■ **PROBLEM REQUIREMENTS**:
Write out the records below word for word, please.

(Source data)
--

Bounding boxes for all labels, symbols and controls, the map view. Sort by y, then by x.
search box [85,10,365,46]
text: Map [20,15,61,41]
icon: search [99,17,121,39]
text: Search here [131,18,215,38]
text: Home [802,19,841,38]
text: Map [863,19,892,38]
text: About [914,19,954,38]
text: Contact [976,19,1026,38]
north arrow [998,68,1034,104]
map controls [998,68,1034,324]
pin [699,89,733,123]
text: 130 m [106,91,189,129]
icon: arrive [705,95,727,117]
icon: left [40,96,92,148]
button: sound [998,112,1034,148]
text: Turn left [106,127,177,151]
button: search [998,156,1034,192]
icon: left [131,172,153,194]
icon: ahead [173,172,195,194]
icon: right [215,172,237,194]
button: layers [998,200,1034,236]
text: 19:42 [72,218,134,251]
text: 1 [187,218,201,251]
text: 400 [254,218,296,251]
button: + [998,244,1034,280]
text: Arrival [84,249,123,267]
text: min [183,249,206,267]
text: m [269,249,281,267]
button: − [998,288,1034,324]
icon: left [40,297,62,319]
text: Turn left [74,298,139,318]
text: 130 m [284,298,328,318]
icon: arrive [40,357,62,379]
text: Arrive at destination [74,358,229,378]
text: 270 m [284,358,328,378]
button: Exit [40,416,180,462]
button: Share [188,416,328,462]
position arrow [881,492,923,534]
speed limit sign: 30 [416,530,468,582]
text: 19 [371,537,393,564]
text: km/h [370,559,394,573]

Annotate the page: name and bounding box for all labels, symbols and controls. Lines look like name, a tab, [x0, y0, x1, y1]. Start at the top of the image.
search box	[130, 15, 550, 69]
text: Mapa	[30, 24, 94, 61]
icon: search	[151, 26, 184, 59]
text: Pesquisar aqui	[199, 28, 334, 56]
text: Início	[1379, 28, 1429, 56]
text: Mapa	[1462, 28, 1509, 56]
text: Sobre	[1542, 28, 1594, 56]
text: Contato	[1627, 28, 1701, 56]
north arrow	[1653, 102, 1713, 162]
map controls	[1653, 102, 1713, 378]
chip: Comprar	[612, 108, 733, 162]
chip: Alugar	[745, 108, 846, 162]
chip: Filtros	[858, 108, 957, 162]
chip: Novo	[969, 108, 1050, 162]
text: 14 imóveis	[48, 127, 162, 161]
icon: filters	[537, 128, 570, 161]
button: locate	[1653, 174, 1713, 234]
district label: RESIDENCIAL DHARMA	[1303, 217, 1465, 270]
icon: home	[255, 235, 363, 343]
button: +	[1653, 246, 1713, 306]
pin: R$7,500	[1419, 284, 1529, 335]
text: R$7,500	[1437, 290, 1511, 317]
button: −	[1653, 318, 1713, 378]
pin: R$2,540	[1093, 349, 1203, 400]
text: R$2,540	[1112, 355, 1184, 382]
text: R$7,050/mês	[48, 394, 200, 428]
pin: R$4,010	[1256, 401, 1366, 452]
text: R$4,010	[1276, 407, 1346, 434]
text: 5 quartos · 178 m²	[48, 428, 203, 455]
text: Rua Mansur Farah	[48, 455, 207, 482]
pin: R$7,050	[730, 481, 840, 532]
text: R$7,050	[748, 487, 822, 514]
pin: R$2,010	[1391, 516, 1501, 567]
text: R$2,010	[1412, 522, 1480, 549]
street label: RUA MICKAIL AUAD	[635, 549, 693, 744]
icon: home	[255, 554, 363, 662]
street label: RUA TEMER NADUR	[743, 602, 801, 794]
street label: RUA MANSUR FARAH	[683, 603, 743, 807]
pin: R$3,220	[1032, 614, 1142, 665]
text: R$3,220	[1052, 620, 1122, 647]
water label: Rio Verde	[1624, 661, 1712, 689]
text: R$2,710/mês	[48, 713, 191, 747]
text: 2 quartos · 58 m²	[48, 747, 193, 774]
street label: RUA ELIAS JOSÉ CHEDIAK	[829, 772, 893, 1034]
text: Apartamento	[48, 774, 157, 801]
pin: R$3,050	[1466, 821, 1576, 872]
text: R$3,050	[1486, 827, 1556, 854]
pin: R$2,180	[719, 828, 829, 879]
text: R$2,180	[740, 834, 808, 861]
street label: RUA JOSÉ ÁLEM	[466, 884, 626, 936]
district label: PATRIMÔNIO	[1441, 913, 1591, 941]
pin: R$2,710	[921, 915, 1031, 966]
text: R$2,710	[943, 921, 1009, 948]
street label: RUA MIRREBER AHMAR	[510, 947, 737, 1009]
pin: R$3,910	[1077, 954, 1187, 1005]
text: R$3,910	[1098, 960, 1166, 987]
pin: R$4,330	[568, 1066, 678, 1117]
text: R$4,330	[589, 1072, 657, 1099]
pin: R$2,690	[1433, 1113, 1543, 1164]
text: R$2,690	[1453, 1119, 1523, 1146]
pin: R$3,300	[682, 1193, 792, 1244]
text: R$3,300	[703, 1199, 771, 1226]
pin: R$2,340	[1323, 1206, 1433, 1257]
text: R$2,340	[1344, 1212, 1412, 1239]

--

■ **OUTPUT**:
Bounding boxes for all labels, symbols and controls, the map view. Sort by y, then by x.
search box [85,10,365,46]
text: Map [20,15,61,41]
icon: search [99,17,121,39]
text: Search here [131,18,215,38]
text: Home [802,19,841,38]
text: Map [863,19,892,38]
text: About [914,19,954,38]
text: Contact [976,19,1026,38]
north arrow [998,68,1034,104]
map controls [998,68,1034,324]
pin [699,89,733,123]
text: 130 m [106,91,189,129]
icon: arrive [705,95,727,117]
icon: left [40,96,92,148]
button: sound [998,112,1034,148]
text: Turn left [106,127,177,151]
button: search [998,156,1034,192]
icon: left [131,172,153,194]
icon: ahead [173,172,195,194]
icon: right [215,172,237,194]
button: layers [998,200,1034,236]
text: 19:42 [72,218,134,251]
text: 1 [187,218,201,251]
text: 400 [254,218,296,251]
button: + [998,244,1034,280]
text: Arrival [84,249,123,267]
text: min [183,249,206,267]
text: m [269,249,281,267]
button: − [998,288,1034,324]
icon: left [40,297,62,319]
text: Turn left [74,298,139,318]
text: 130 m [284,298,328,318]
icon: arrive [40,357,62,379]
text: Arrive at destination [74,358,229,378]
text: 270 m [284,358,328,378]
button: Exit [40,416,180,462]
button: Share [188,416,328,462]
position arrow [881,492,923,534]
speed limit sign: 30 [416,530,468,582]
text: 19 [371,537,393,564]
text: km/h [370,559,394,573]

Annotate the page: name and bounding box for all labels, symbols and controls. Lines look like name, a tab, [x0, y0, x1, y1]. Start at the top of the image.
search box	[130, 15, 550, 69]
text: Mapa	[30, 24, 94, 61]
icon: search	[151, 26, 184, 59]
text: Pesquisar aqui	[199, 28, 334, 56]
text: Início	[1379, 28, 1429, 56]
text: Mapa	[1462, 28, 1509, 56]
text: Sobre	[1542, 28, 1594, 56]
text: Contato	[1627, 28, 1701, 56]
north arrow	[1653, 102, 1713, 162]
map controls	[1653, 102, 1713, 378]
chip: Comprar	[612, 108, 733, 162]
chip: Alugar	[745, 108, 846, 162]
chip: Filtros	[858, 108, 957, 162]
chip: Novo	[969, 108, 1050, 162]
text: 14 imóveis	[48, 127, 162, 161]
icon: filters	[537, 128, 570, 161]
button: locate	[1653, 174, 1713, 234]
district label: RESIDENCIAL DHARMA	[1303, 217, 1465, 270]
icon: home	[255, 235, 363, 343]
button: +	[1653, 246, 1713, 306]
pin: R$7,500	[1419, 284, 1529, 335]
text: R$7,500	[1437, 290, 1511, 317]
button: −	[1653, 318, 1713, 378]
pin: R$2,540	[1093, 349, 1203, 400]
text: R$2,540	[1112, 355, 1184, 382]
text: R$7,050/mês	[48, 394, 200, 428]
pin: R$4,010	[1256, 401, 1366, 452]
text: R$4,010	[1276, 407, 1346, 434]
text: 5 quartos · 178 m²	[48, 428, 203, 455]
text: Rua Mansur Farah	[48, 455, 207, 482]
pin: R$7,050	[730, 481, 840, 532]
text: R$7,050	[748, 487, 822, 514]
pin: R$2,010	[1391, 516, 1501, 567]
text: R$2,010	[1412, 522, 1480, 549]
street label: RUA MICKAIL AUAD	[635, 549, 693, 744]
icon: home	[255, 554, 363, 662]
street label: RUA TEMER NADUR	[743, 602, 801, 794]
street label: RUA MANSUR FARAH	[683, 603, 743, 807]
pin: R$3,220	[1032, 614, 1142, 665]
text: R$3,220	[1052, 620, 1122, 647]
water label: Rio Verde	[1624, 661, 1712, 689]
text: R$2,710/mês	[48, 713, 191, 747]
text: 2 quartos · 58 m²	[48, 747, 193, 774]
street label: RUA ELIAS JOSÉ CHEDIAK	[829, 772, 893, 1034]
text: Apartamento	[48, 774, 157, 801]
pin: R$3,050	[1466, 821, 1576, 872]
text: R$3,050	[1486, 827, 1556, 854]
pin: R$2,180	[719, 828, 829, 879]
text: R$2,180	[740, 834, 808, 861]
street label: RUA JOSÉ ÁLEM	[466, 884, 626, 936]
district label: PATRIMÔNIO	[1441, 913, 1591, 941]
pin: R$2,710	[921, 915, 1031, 966]
text: R$2,710	[943, 921, 1009, 948]
street label: RUA MIRREBER AHMAR	[510, 947, 737, 1009]
pin: R$3,910	[1077, 954, 1187, 1005]
text: R$3,910	[1098, 960, 1166, 987]
pin: R$4,330	[568, 1066, 678, 1117]
text: R$4,330	[589, 1072, 657, 1099]
pin: R$2,690	[1433, 1113, 1543, 1164]
text: R$2,690	[1453, 1119, 1523, 1146]
pin: R$3,300	[682, 1193, 792, 1244]
text: R$3,300	[703, 1199, 771, 1226]
pin: R$2,340	[1323, 1206, 1433, 1257]
text: R$2,340	[1344, 1212, 1412, 1239]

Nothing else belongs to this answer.